Иногда в шумном помещении вдруг отчетливо слышишь один-единственный голос или даже одно-единственное слово; этот звук резко выделяется в сплошной массе звуков, отлетая от них, точно от стены, и кажется фальшивой нотой, которую неудачно взял скрипач в оркестре.
— «Эрл грей», пожалуйста. Без лимона и без молока.
Его голос я различаю безошибочно. Негромкий, чуть в нос, с несколько излишним нажимом на придыхательные согласные; произношение у него очень четкое, как у театрального актера или у человека, который прежде сильно заикался и боролся с этим. И снова я слышу музыку — начальные аккорды симфонии Берлиоза, которые всегда сопутствуют моим пугающим мыслям. Почему именно Берлиоз, я не знаю, но звуки этой симфонии накрепко связаны с самым потаенным моим страхом, именно они звучат для меня как мелодия конца света.
Я старалась говорить ровно и негромко. Нет никакой необходимости беспокоить остальных посетителей.
— Вот теперь тебе это действительно удалось, — начала я.
— Понятия не имею, о чем ты.
— О твоем письме.
— Каком письме?
— Не вешай мне лапшу на уши! — возмутилась я. — Сегодня Найджел получил какое-то письмо. Судя по его настроению перед уходом и по тому, что мне лично известен только один человек, который способен до такой степени его завести…
— Приятно, что ты так думаешь, — заявил он с улыбкой в голосе.

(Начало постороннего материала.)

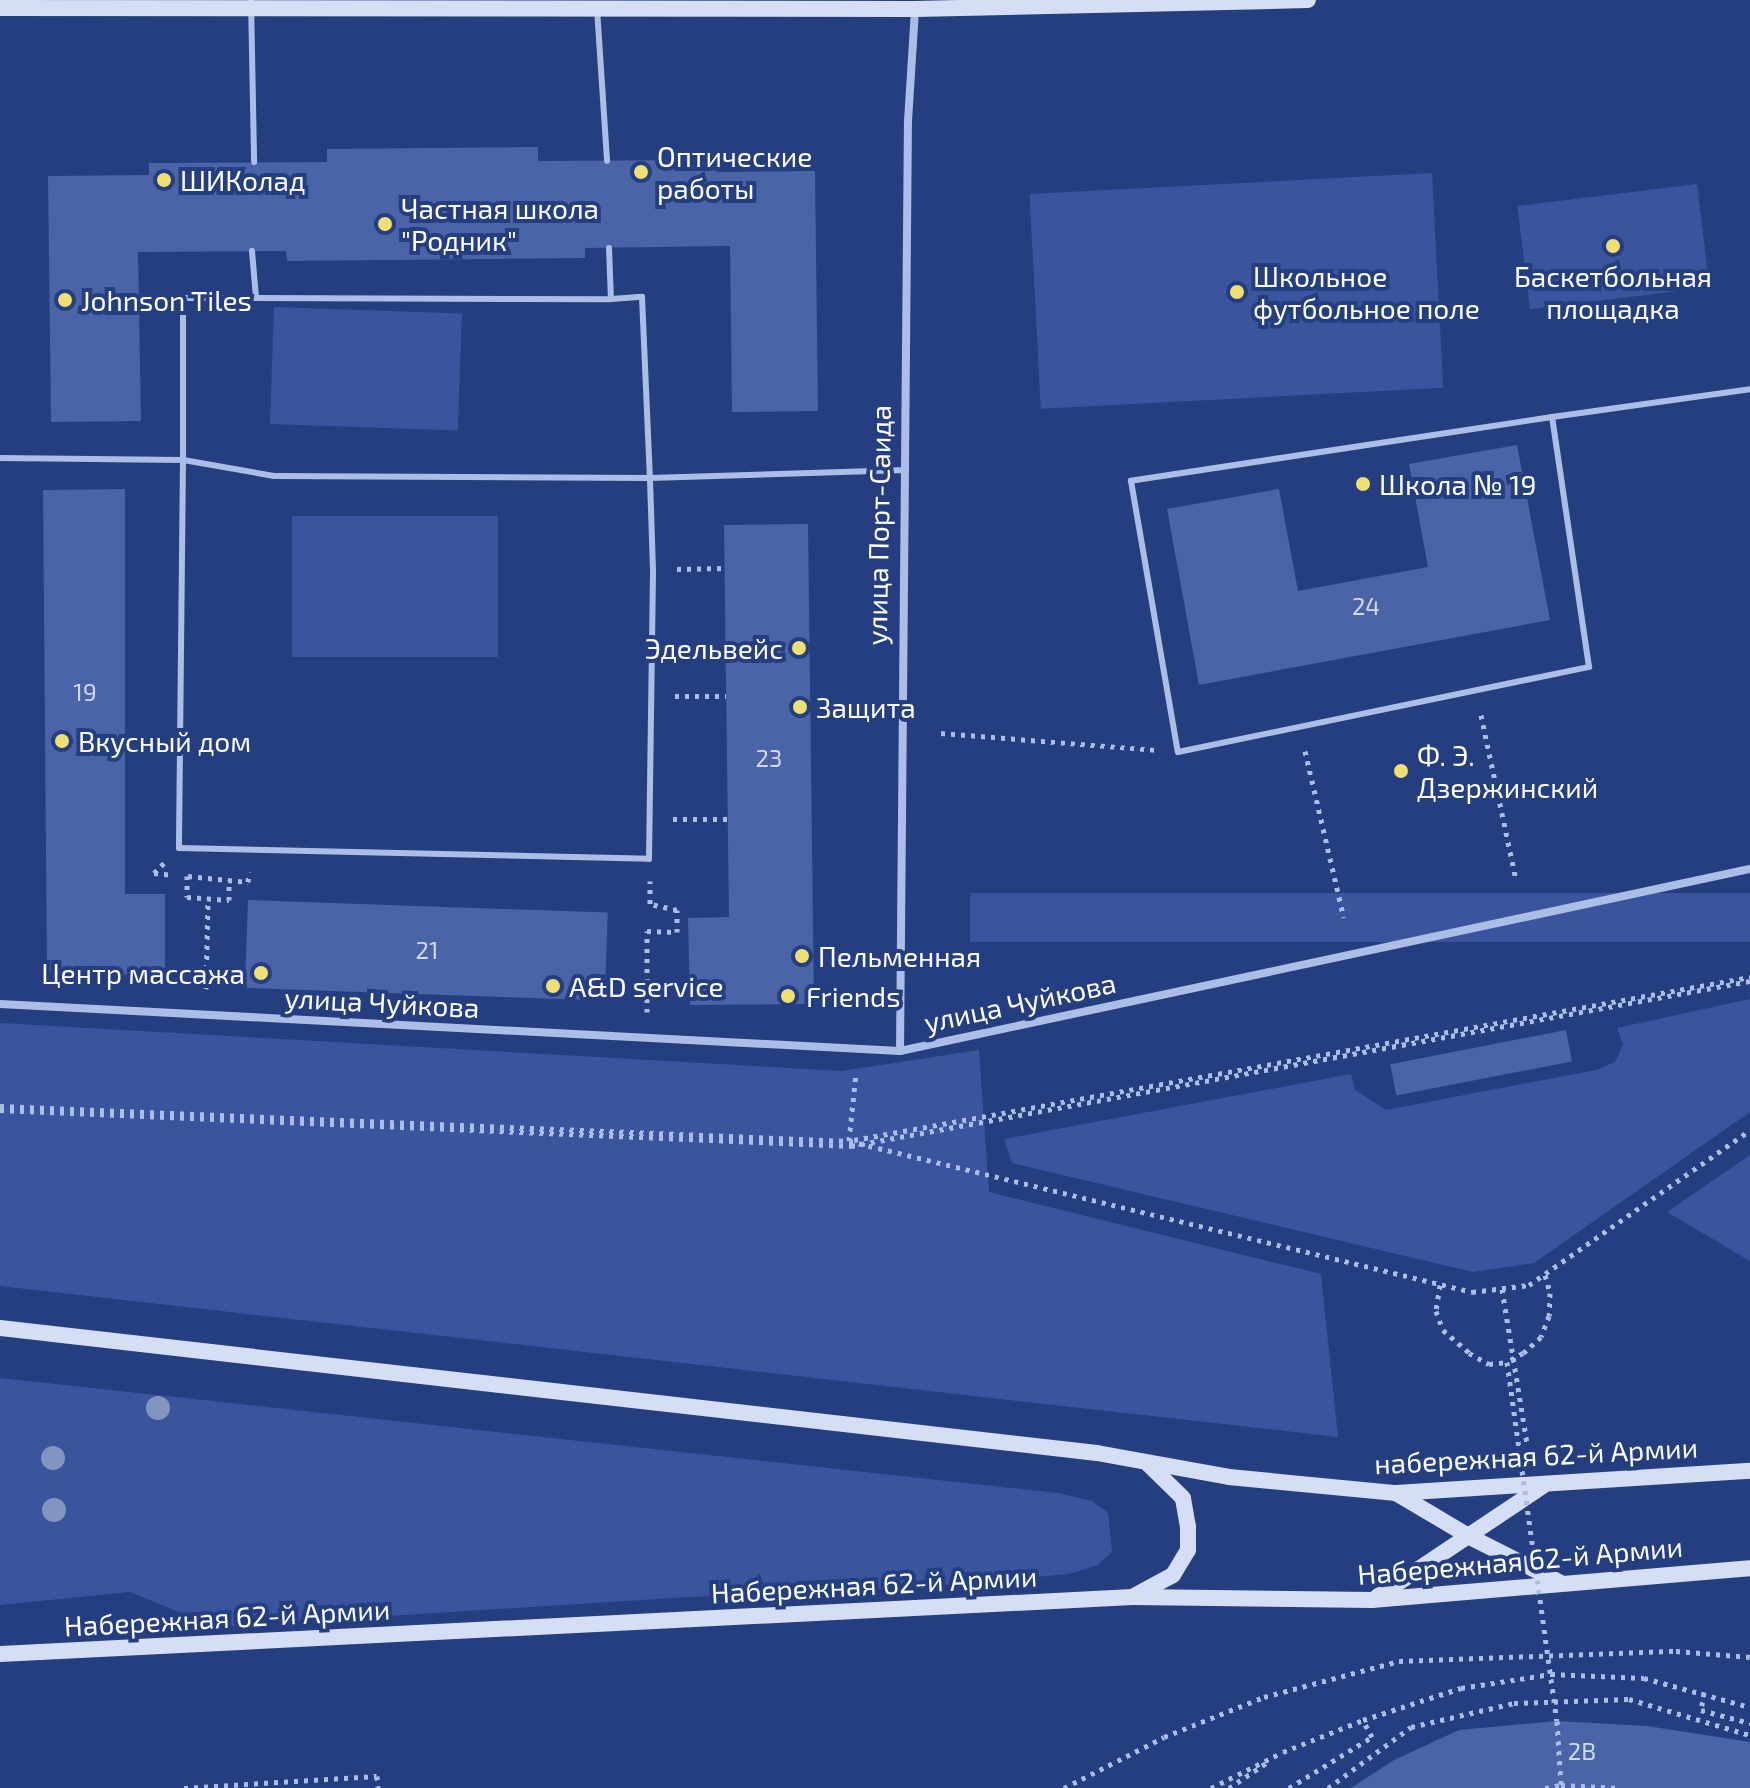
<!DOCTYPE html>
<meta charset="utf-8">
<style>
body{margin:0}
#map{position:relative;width:1750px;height:1788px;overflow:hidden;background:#253e80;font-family:"Exo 2",sans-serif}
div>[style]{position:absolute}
.green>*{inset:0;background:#3a559e;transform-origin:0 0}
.building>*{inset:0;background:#4a64a7;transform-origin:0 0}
.path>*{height:5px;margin-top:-2.5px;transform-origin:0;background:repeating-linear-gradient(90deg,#acbde6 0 4px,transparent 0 10px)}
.lane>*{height:6px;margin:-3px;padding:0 3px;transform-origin:3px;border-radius:3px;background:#acbde6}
.street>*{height:8px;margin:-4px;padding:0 4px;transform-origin:4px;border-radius:4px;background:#acbde6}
.secondary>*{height:16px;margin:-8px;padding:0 8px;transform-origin:8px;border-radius:8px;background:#d6def6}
.path-bridge>*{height:5px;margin-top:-2.5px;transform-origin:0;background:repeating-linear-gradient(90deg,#acbde6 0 4px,transparent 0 10px)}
.trees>*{width:24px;height:24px;margin:-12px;border-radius:50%;background:#8394c0}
.dots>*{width:22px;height:22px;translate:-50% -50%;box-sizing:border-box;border:4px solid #253e80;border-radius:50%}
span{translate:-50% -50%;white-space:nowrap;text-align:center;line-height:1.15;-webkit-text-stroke:8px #253e80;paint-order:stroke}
.number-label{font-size:24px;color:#d2d8e9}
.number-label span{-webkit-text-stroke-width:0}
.poi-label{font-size:28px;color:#fff}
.left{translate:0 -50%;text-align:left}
.right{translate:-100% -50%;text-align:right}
.street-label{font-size:28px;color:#fff}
</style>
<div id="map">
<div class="green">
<div style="left:1432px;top:173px;width:215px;height:403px;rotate:87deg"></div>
<div style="left:1697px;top:184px;width:104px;height:181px;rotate:83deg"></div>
<div style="left:274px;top:307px;width:188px;height:117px;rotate:2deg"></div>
<div style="left:292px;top:516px;width:206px;height:141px"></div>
<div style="left:1750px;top:893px;width:49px;height:780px;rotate:90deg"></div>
<div style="clip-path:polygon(1750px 999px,1750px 1112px,1534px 1263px,1473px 1272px,1012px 1163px,1004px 1139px,1351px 1074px,1355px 1090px,1386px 1110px,1596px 1070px,1615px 1062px,1623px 1045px,1617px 1028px)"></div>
<div style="clip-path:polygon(0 1023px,842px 1071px,979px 1050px,989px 1192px,1321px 1274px,1338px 1437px,0 1286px)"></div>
<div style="clip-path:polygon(1750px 1155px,1750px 1261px,1667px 1212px)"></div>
<div style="clip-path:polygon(0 1378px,1058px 1493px,1092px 1501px,1108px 1513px,1112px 1552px,1098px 1565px,1069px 1574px,909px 1588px,688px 1597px,216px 1627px,130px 1592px,0 1605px)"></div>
</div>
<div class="building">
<div style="clip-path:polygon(538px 147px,538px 161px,717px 160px,717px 172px,815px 171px,818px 411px,732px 412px,730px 246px,585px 248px,585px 258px,494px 259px,287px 261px,286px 251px,138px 252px,141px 421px,51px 422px,48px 176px,149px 175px,149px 163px,327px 162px,327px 149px)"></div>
<div style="clip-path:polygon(1517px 445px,1550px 620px,1199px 685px,1167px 509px,1279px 489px,1298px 591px,1428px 567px,1409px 464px)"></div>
<div style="clip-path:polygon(125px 489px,125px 894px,165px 894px,165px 976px,47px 972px,43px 490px)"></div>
<div style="clip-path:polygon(808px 524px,814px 1004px,690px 1005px,688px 918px,729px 917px,724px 525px)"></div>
<div style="left:248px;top:900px;width:360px;height:88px;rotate:2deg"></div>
<div style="left:1566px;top:1030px;width:32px;height:179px;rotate:79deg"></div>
<div style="clip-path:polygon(1557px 1721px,1647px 1726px,1750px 1742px,1750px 1788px,1351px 1788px,1394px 1760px,1459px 1730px)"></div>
</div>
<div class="path">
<div style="left:677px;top:569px;width:47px;rotate:-1.2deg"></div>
<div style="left:675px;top:696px;width:51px"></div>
<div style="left:1481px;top:715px;width:169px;rotate:78deg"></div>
<div style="left:941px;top:733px;width:215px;rotate:4.5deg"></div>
<div style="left:1305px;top:751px;width:171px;rotate:76.9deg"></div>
<div style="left:673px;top:819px;width:55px"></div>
<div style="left:164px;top:863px;width:14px;rotate:135deg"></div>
<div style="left:154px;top:873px;width:20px;rotate:6deg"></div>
<div style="left:187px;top:876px;width:21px;rotate:90deg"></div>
<div style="left:187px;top:897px;width:42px;rotate:4.1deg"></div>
<div style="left:229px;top:900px;width:20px;rotate:-90deg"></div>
<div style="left:188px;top:876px;width:60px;rotate:5.7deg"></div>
<div style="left:248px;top:882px;width:10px;rotate:-84deg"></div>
<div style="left:206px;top:989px;width:91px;rotate:-88.7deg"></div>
<div style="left:647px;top:1012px;width:81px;rotate:-90deg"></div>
<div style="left:647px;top:931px;width:30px;rotate:2deg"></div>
<div style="left:677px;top:932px;width:22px;rotate:-90deg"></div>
<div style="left:677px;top:910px;width:28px;rotate:-167deg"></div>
<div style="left:650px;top:904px;width:23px;rotate:-90deg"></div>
<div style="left:0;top:1106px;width:850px;rotate:2.36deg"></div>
<div style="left:849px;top:1141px;width:68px;rotate:-84.1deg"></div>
<div style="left:0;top:1110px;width:852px;rotate:2.42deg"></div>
<div style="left:851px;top:1146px;width:914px;rotate:-10.4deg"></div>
<div style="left:854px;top:1140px;width:911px;rotate:-10.31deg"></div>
<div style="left:849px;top:1141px;width:641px;rotate:13.62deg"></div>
<div style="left:1472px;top:1292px;width:57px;rotate:-7deg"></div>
<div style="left:1529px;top:1285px;width:270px;rotate:-35deg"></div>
<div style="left:1440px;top:1285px;width:26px;rotate:99deg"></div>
<div style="left:1436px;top:1311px;width:20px;rotate:70deg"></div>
<div style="left:1443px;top:1330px;width:35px;rotate:41deg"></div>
<div style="left:1469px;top:1353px;width:23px;rotate:29deg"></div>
<div style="left:1489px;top:1364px;width:18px;rotate:-6deg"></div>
<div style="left:1502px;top:1289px;width:156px;rotate:80.8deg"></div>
<div style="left:1704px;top:1692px;width:18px;rotate:99deg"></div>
<div style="left:1701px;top:1710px;width:51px;rotate:14.9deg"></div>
<div style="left:1557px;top:1721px;width:64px;rotate:86.4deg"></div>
<div style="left:1561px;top:1785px;width:60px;rotate:2.9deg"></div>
<div style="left:184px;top:1788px;width:193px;rotate:-3.6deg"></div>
<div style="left:377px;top:1776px;width:12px;rotate:85deg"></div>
<div style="left:1064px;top:1788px;width:112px;rotate:-27deg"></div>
<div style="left:1164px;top:1737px;width:108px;rotate:-21.8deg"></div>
<div style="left:1264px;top:1697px;width:140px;rotate:-14.9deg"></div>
<div style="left:1399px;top:1661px;width:277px;rotate:-2.1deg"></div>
<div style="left:1676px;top:1651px;width:74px;rotate:4.6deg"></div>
<div style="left:1211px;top:1788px;width:80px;rotate:-26.6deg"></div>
<div style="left:1283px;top:1752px;width:86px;rotate:-21.8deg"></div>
<div style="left:1363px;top:1720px;width:103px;rotate:-18.1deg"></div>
<div style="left:1461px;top:1688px;width:91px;rotate:-8.8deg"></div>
<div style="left:1551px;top:1674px;width:93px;rotate:2.5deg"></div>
<div style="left:1644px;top:1678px;width:110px;rotate:15.3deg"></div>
<div style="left:1229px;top:1788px;width:45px;rotate:-34deg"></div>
<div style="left:1289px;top:1788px;width:97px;rotate:-31.6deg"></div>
<div style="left:1372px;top:1737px;width:19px;rotate:-118deg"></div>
<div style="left:1328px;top:1788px;width:103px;rotate:-36.3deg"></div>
<div style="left:1411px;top:1727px;width:106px;rotate:-13.1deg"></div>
<div style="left:1514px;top:1703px;width:115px;rotate:-2deg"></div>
<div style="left:1629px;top:1699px;width:126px;rotate:16.6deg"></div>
<div style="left:1545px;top:1788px;width:16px;rotate:-11deg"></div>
</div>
<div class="lane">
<div style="left:251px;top:0;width:162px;rotate:88.9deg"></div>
<div style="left:597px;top:9px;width:152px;rotate:86.2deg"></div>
<div style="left:609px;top:248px;width:51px;rotate:87.8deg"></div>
<div style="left:611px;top:299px;width:31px;rotate:-4deg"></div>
<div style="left:642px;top:297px;width:181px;rotate:87.5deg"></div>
<div style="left:650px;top:478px;width:376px;rotate:-179.7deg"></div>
<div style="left:274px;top:476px;width:92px;rotate:-170deg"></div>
<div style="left:183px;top:460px;width:388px;rotate:90.6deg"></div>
<div style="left:179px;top:848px;width:470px;rotate:1.3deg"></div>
<div style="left:649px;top:859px;width:289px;rotate:-89.2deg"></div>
<div style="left:653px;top:570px;width:92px;rotate:-91.9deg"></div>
<div style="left:650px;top:478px;width:256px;rotate:-1.8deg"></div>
<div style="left:252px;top:251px;width:47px;rotate:85.1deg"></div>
<div style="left:256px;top:298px;width:355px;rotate:0.2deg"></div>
<div style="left:1552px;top:417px;width:426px;rotate:171.4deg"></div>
<div style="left:1131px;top:481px;width:275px;rotate:80.2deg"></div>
<div style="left:1178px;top:752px;width:420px;rotate:-11.7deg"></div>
<div style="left:1589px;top:667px;width:253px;rotate:-98.4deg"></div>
<div style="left:1552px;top:417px;width:200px;rotate:-8deg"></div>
<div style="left:0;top:458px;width:183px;rotate:0.6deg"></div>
<div style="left:183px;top:460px;width:162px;rotate:-90deg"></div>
<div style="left:183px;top:298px;width:73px"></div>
</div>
<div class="street">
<div style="left:0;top:1004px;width:901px;rotate:2.99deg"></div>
<div style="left:900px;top:1051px;width:869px;rotate:-12.09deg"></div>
<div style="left:900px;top:1051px;width:930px;rotate:-89.51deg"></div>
<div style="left:908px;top:121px;width:112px;rotate:-86.4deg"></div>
</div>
<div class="secondary">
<div style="left:0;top:8px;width:915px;rotate:0.06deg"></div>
<div style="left:915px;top:9px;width:393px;rotate:-1.3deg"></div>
<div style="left:0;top:1328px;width:1104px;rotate:6.5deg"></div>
<div style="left:1097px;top:1453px;width:134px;rotate:10.3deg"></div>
<div style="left:1229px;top:1477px;width:168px;rotate:5.5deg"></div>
<div style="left:1396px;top:1493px;width:355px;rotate:-3.6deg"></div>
<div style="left:1396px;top:1493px;width:86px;rotate:30.7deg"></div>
<div style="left:1470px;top:1537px;width:100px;rotate:26.8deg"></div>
<div style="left:1134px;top:1596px;width:44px;rotate:-28.3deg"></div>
<div style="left:1173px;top:1575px;width:29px;rotate:-59deg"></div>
<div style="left:1188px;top:1550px;width:23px;rotate:-90deg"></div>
<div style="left:1188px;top:1527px;width:29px;rotate:-100deg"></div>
<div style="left:1183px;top:1498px;width:49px;rotate:-135.8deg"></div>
<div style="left:1377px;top:1597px;width:201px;rotate:-33.8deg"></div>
<div style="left:0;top:1654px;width:1134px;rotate:-2.88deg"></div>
<div style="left:1133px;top:1597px;width:239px;rotate:0.7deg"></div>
<div style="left:1372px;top:1600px;width:379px;rotate:-4.8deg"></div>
</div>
<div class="path-bridge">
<div style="left:1545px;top:1275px;width:19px;rotate:74deg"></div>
<div style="left:1550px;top:1293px;width:23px;rotate:92deg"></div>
<div style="left:1549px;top:1316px;width:22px;rotate:111deg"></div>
<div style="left:1541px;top:1337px;width:24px;rotate:138deg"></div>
<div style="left:1523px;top:1353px;width:18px;rotate:151deg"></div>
<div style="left:1507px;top:1362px;width:362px;rotate:82.1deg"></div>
</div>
<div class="trees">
<div style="left:158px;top:1408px"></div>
<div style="left:53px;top:1458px"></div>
<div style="left:54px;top:1510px"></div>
</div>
<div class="dots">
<div style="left:641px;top:172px;background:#f0e071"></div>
<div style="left:164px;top:180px;background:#f0e071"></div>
<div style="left:385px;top:224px;background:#f0e071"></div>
<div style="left:1613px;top:246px;background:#f0e071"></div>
<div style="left:1237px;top:292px;background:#f0e071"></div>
<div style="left:65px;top:300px;background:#f0e071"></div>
<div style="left:1363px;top:484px;background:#f0e071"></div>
<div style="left:799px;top:648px;background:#f0e071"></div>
<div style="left:800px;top:707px;background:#f0e071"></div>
<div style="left:62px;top:741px;background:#f0e071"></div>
<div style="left:1401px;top:771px;background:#f0e071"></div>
<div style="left:802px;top:956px;background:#f0e071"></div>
<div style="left:261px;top:973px;background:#f0e071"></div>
<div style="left:553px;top:986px;background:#f0e071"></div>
<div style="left:788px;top:996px;background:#f0e071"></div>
</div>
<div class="number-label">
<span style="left:1366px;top:606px">24</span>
<span style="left:85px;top:692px">19</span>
<span style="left:769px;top:758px">23</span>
<span style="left:427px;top:950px">21</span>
<span style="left:1582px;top:1751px">2В</span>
</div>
<div class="poi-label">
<span class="left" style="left:657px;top:172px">Оптические<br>работы</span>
<span class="left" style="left:180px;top:180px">ШИКолад</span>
<span class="left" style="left:401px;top:224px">Частная школа<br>"Родник"</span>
<span class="left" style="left:1253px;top:292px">Школьное<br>футбольное поле</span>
<span style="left:1613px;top:292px">Баскетбольная<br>площадка</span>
<span class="left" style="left:81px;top:300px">Johnson Tiles</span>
<span class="left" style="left:1379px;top:484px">Школа № 19</span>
<span class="right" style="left:783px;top:648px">Эдельвейс</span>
<span class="left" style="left:816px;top:707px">Защита</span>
<span class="left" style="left:78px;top:741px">Вкусный дом</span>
<span class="left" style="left:1417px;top:771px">Ф. Э.<br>Дзержинский</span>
<span class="left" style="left:818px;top:956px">Пельменная</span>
<span class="right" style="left:245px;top:973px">Центр массажа</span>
<span class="left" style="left:569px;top:986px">A&amp;D service</span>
<span class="left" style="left:806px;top:996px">Friends</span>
</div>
<div class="street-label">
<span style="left:878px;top:525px;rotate:-89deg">улица Порт-Саида</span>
<span style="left:382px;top:1002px;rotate:3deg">улица Чуйкова</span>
<span style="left:1020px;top:1002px;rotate:-12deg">улица Чуйкова</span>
<span style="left:1536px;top:1455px;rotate:-3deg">набережная 62-й Армии</span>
<span style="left:1520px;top:1560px;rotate:-5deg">Набережная 62-й Армии</span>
<span style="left:874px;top:1584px;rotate:-3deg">Набережная 62-й Армии</span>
<span style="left:227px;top:1617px;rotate:-3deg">Набережная 62-й Армии</span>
</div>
</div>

— И много ты рассказал ему?
— Не очень. Но ты ведь знаешь моего братца. Он весьма импульсивен. И часто понимает все совсем не так. — Он помолчал, потом продолжил, и снова в его голосе послышалась улыбка: — Возможно, он был потрясен завещанием доктора Пикока. А может, просто хотел, чтобы наша мать не сомневалась: для него это тоже полный сюрприз. — Сделав несколько неторопливых глотков своего драгоценного чая без молока и без лимона, он заметил: — А мне казалось, ты должна быть довольна. Это по-прежнему чудесный особняк. Хотя и несколько запущенный. Тем не менее привести его в порядок ничего не стоит. И он битком набит всевозможными предметами искусства. Разнообразными коллекциями. В общем, три миллиона фунтов — это по самым скромным подсчетам. Я бы оценил почти в четыре…
— Мне нет никакого дела до этого особняка, — рассердилась я. — Пусть его отдадут кому-нибудь другому.
— А никого другого и нет, — пожал он плечами.
Да нет, есть! Есть Найджел. Найджел, который доверял мне…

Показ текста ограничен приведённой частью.